= TASK DESCRIPTION =
Take the lines below between the one holding "For a GIS import: Build" and the one holding "Quick job: Parse", inclusive, and copy them exactly. Add nothing.

= Stored data =
== Segment start ==
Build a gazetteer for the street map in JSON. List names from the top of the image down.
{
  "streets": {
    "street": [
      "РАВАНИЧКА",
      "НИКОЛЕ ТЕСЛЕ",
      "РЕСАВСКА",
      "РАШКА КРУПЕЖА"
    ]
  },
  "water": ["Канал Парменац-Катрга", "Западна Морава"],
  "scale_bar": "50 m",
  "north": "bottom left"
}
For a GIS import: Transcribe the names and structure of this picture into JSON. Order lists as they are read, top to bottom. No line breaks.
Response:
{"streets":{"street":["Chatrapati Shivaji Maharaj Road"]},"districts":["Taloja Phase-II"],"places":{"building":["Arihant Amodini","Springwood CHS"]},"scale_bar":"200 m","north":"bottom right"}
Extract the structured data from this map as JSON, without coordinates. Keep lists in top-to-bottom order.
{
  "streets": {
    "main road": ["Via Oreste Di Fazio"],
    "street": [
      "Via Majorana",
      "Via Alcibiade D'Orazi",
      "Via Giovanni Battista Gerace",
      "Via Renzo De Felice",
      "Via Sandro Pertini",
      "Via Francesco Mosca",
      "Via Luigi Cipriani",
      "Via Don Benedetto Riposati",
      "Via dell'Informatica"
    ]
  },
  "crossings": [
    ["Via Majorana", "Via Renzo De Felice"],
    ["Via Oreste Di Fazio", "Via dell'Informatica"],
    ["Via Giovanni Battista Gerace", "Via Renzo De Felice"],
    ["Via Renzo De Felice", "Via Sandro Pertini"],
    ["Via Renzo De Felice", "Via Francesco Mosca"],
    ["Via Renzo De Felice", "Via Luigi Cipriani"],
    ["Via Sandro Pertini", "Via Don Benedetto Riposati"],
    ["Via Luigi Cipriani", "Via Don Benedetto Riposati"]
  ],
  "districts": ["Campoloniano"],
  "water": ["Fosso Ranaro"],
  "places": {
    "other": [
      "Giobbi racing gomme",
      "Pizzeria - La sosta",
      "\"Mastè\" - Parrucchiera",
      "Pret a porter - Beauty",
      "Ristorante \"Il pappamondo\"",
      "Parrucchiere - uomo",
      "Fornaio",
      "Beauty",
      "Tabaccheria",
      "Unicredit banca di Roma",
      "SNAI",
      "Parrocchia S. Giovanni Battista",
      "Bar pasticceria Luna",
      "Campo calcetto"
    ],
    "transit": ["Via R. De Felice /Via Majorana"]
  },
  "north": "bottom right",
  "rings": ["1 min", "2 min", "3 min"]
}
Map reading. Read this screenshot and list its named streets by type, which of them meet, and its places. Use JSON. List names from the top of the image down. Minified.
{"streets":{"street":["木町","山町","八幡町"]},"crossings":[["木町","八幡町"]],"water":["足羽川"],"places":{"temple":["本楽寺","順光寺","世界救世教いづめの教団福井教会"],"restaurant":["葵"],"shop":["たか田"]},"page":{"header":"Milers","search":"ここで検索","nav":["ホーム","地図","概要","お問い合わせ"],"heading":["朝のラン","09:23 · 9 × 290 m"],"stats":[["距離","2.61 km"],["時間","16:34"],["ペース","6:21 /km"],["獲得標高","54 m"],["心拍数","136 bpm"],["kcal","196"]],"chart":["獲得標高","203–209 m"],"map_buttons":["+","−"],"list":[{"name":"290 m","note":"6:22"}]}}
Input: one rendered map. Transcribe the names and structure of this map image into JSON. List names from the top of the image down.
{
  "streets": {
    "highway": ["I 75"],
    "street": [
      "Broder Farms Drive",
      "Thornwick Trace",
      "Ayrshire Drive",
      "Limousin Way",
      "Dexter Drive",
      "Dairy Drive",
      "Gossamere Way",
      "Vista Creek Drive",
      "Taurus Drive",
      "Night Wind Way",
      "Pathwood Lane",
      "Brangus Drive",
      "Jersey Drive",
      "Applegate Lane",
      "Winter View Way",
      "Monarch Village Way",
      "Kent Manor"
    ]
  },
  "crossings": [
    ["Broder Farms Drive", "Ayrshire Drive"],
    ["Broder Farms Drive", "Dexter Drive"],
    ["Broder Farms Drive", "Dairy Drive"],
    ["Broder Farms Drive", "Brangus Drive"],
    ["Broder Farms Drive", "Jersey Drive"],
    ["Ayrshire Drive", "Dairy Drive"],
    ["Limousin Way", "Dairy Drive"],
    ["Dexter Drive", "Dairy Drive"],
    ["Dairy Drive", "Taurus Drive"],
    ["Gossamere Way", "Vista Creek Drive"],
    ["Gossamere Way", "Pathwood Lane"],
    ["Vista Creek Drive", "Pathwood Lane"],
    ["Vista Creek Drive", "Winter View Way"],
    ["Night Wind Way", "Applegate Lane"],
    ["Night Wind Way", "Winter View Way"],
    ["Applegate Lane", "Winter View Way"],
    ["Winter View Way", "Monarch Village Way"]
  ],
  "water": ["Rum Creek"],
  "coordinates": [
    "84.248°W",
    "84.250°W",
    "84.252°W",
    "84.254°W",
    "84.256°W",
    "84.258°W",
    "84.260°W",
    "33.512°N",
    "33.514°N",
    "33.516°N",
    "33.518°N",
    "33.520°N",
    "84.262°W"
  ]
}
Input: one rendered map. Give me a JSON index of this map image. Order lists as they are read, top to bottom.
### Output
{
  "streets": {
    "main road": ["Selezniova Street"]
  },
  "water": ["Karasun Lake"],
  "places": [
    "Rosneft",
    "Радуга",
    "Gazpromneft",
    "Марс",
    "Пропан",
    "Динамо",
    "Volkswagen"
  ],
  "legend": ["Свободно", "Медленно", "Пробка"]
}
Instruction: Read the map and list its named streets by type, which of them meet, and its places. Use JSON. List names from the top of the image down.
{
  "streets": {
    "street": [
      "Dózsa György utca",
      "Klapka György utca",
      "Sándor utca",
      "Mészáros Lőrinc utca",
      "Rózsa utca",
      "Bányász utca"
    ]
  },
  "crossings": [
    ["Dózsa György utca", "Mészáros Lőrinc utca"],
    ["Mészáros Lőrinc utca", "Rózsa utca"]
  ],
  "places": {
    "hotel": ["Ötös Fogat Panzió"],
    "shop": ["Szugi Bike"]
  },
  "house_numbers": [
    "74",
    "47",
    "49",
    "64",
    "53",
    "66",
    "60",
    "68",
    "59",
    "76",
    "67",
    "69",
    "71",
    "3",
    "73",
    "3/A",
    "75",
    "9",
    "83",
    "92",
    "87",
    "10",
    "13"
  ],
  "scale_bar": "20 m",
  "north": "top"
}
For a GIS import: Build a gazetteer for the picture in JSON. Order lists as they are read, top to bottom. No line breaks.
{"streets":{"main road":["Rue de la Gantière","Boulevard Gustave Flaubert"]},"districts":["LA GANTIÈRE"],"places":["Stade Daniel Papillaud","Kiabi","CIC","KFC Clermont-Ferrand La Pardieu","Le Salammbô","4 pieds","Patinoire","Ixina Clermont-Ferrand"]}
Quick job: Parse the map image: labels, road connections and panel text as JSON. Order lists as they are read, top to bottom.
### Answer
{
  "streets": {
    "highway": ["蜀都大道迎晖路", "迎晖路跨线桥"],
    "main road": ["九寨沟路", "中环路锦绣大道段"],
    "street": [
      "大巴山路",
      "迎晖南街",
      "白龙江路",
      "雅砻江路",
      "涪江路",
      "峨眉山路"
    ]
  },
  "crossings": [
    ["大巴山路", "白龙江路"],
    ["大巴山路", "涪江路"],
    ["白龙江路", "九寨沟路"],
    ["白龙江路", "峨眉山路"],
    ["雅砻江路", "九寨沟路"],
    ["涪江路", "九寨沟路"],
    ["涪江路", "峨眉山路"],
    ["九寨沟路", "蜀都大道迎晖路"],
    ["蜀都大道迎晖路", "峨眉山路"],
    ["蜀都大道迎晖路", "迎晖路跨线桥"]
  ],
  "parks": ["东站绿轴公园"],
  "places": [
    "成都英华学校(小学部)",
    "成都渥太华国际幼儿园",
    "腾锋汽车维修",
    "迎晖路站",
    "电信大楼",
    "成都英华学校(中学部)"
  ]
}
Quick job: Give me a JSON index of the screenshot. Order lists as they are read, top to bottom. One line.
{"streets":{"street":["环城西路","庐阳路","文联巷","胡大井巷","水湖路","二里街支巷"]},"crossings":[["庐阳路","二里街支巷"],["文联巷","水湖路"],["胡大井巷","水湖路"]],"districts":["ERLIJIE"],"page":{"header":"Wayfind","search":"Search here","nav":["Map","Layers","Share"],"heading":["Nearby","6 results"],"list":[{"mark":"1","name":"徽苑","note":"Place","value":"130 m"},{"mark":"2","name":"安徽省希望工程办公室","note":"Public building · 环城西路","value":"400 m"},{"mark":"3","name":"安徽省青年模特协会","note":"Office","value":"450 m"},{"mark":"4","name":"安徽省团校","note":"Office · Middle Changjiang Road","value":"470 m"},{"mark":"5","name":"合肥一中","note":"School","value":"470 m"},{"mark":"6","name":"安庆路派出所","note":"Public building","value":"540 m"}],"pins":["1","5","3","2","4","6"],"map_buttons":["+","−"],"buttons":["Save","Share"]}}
== Segment end ==
= WRITTEN REPLY =
For a GIS import: Build a gazetteer for the picture in JSON. Order lists as they are read, top to bottom. No line breaks.
{"streets":{"main road":["Rue de la Gantière","Boulevard Gustave Flaubert"]},"districts":["LA GANTIÈRE"],"places":["Stade Daniel Papillaud","Kiabi","CIC","KFC Clermont-Ferrand La Pardieu","Le Salammbô","4 pieds","Patinoire","Ixina Clermont-Ferrand"]}
Quick job: Parse the map image: labels, road connections and panel text as JSON. Order lists as they are read, top to bottom.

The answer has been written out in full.